Sunday, August 20, 2017

New Digital Archive Sheds Light on WWII Civilian Internment Camps in Singapore

The Royal Commonwealth Society (RCS) Collection has launched a new digital archive, Voices of civilian internment: WWII Singapore. These unique records, now freely available through Cambridge Digital Library, were conserved and digitized over a two year period with the support of the Wellcome Trust. They powerfully bring to life the experience of civilians who were interned at the Changi and Sime Road camps between 1942 and 1945 following the fall of Malaya to the Japanese. The archive will be of immense interest to the families of internees and a wide range of researchers since few survivors ever spoke of their traumatic ordeal. 

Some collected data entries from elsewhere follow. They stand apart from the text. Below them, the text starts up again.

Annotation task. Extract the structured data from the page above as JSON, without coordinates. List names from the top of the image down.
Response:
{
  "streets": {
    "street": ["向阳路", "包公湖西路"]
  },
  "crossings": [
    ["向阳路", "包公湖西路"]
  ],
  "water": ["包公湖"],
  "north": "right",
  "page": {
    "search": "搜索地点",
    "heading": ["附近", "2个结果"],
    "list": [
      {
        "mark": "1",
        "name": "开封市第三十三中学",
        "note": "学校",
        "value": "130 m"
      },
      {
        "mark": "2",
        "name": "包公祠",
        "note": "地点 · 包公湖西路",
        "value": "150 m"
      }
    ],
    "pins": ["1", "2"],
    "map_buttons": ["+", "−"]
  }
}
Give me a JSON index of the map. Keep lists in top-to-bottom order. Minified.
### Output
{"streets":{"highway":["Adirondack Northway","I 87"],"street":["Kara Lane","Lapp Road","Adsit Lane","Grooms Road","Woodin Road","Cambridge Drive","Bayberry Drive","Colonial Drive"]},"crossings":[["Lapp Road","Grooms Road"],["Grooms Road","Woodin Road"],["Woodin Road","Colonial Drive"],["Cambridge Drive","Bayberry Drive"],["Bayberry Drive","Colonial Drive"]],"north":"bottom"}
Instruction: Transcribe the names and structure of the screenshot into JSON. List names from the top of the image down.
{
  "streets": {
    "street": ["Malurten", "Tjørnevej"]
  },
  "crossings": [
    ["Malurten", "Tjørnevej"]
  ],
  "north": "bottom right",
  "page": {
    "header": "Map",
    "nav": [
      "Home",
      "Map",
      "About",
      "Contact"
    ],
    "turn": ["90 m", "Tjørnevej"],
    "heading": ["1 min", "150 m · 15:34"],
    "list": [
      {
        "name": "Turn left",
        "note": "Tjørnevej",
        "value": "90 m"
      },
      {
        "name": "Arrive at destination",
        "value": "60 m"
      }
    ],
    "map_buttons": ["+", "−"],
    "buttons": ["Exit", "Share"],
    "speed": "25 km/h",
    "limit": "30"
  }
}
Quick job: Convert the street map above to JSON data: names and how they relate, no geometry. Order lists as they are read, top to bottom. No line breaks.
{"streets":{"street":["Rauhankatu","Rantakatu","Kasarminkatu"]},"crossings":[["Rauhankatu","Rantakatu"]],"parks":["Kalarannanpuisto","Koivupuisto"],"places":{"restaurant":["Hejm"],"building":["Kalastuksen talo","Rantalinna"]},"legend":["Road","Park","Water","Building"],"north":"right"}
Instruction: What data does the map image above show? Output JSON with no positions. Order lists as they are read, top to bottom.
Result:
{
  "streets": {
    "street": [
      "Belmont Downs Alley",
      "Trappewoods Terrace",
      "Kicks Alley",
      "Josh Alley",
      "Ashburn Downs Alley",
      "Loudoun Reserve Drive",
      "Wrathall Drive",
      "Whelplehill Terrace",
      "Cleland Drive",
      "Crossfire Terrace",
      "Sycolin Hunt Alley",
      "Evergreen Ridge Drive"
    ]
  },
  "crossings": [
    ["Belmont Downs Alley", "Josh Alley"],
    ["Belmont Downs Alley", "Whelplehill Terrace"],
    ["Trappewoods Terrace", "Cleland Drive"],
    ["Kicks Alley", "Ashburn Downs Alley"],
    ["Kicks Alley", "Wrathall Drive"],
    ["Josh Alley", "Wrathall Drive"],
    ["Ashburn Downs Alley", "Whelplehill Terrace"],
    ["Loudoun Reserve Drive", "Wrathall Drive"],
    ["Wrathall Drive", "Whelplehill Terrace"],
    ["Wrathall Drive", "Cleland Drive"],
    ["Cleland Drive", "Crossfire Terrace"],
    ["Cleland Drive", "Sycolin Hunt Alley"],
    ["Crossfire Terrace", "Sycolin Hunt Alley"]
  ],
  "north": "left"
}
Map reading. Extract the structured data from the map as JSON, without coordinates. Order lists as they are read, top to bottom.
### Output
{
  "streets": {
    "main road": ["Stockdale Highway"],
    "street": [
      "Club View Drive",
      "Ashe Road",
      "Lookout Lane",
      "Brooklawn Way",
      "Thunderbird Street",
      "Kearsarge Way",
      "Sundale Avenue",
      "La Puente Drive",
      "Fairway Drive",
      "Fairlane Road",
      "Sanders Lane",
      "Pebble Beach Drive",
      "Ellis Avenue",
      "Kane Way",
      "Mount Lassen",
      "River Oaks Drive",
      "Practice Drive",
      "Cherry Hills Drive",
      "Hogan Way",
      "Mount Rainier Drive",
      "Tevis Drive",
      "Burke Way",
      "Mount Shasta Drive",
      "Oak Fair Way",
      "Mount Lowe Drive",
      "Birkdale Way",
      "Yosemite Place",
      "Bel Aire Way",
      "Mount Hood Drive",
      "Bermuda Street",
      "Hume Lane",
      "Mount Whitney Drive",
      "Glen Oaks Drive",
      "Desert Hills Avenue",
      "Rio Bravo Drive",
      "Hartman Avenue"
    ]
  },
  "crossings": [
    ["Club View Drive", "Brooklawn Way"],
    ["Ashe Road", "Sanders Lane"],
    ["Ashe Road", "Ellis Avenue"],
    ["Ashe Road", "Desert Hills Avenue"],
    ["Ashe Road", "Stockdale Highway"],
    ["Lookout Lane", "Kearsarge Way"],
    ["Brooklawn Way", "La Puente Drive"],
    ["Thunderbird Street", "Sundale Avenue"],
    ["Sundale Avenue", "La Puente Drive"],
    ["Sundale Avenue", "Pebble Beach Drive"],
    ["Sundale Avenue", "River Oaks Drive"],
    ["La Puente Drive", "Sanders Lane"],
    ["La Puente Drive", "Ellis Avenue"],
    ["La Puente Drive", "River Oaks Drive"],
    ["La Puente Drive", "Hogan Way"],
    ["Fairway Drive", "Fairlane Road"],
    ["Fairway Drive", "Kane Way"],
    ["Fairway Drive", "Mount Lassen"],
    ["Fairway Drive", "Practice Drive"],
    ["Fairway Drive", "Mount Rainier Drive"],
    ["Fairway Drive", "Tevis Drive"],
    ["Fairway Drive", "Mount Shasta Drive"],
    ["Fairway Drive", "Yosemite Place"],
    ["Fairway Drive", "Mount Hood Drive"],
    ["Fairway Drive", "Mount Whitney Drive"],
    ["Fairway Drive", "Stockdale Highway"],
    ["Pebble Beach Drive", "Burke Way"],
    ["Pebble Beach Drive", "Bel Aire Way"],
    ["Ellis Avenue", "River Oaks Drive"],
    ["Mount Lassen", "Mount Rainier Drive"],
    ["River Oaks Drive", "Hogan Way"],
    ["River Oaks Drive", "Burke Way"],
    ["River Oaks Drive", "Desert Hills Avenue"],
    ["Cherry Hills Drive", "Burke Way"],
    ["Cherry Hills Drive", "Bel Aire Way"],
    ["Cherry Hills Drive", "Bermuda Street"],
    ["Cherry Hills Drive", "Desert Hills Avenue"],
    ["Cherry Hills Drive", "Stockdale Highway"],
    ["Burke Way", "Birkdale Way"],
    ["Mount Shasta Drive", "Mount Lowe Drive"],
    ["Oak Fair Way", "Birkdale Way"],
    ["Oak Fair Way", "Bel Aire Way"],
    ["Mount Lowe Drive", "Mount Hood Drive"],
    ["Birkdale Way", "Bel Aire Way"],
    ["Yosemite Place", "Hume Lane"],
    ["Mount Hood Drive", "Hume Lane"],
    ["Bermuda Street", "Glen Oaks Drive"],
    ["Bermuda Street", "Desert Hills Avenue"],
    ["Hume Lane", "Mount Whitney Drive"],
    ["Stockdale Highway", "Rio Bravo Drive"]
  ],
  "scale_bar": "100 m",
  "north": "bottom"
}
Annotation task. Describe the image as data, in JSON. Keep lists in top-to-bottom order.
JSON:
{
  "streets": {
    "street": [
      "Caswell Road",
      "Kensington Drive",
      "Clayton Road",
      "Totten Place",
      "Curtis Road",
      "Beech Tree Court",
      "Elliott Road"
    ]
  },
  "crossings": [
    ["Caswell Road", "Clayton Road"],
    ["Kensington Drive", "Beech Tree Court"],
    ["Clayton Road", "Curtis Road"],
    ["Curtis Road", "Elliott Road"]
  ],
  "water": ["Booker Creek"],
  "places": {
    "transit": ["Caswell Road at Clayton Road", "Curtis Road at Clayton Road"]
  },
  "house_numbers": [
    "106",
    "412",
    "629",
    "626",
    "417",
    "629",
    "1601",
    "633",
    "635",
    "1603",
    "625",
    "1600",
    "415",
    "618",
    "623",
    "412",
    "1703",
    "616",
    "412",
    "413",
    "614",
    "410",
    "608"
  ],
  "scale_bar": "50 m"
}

 The Cambridge University Library site provides a little background: 
The Royal Commonwealth Society Collection at Cambridge University Library has digitized the archives of two Second World War civilian internment camps established by the Japanese at Singapore, generously funded by a Research Resources Award from the Wellcome Trust.  The records are of immense interest to the families of internees and a wide range of researchers, since few survivors ever spoke of their traumatic ordeal.  The survival of this unique archive is largely due to the vision of Hugh Bryson, a career member of the Malayan Civil Service, who himself was interned.  While Secretary of the British Association of Malaysia and Singapore from 1952 to 1967, he collected original documents, diaries and correspondence of historical interest from members, and encouraged them to write their memoirs.  When the association disbanded in 1977, its archive was deposited with the Royal Commonwealth Society, and it came to Cambridge in 1993 when the University acquired its library.
With the outbreak of the Second World War, British colonial civil servants remained at their posts and civilians running businesses overseas stayed to support the war effort.  In this respect Malaya’s rubber and tin industries were particularly important.  There were plans to evacuate women and children from Malaya, but the speed of the Japanese invasion in December 1941 caught many by surprise. There was an exodus of refugees to Singapore as the Japanese advance continued.  Memoirs in the collection record the final battle for Singapore: aerial bombardment, shelling, blazing petrol stores in the harbour and the acrid smoke of burning fuel.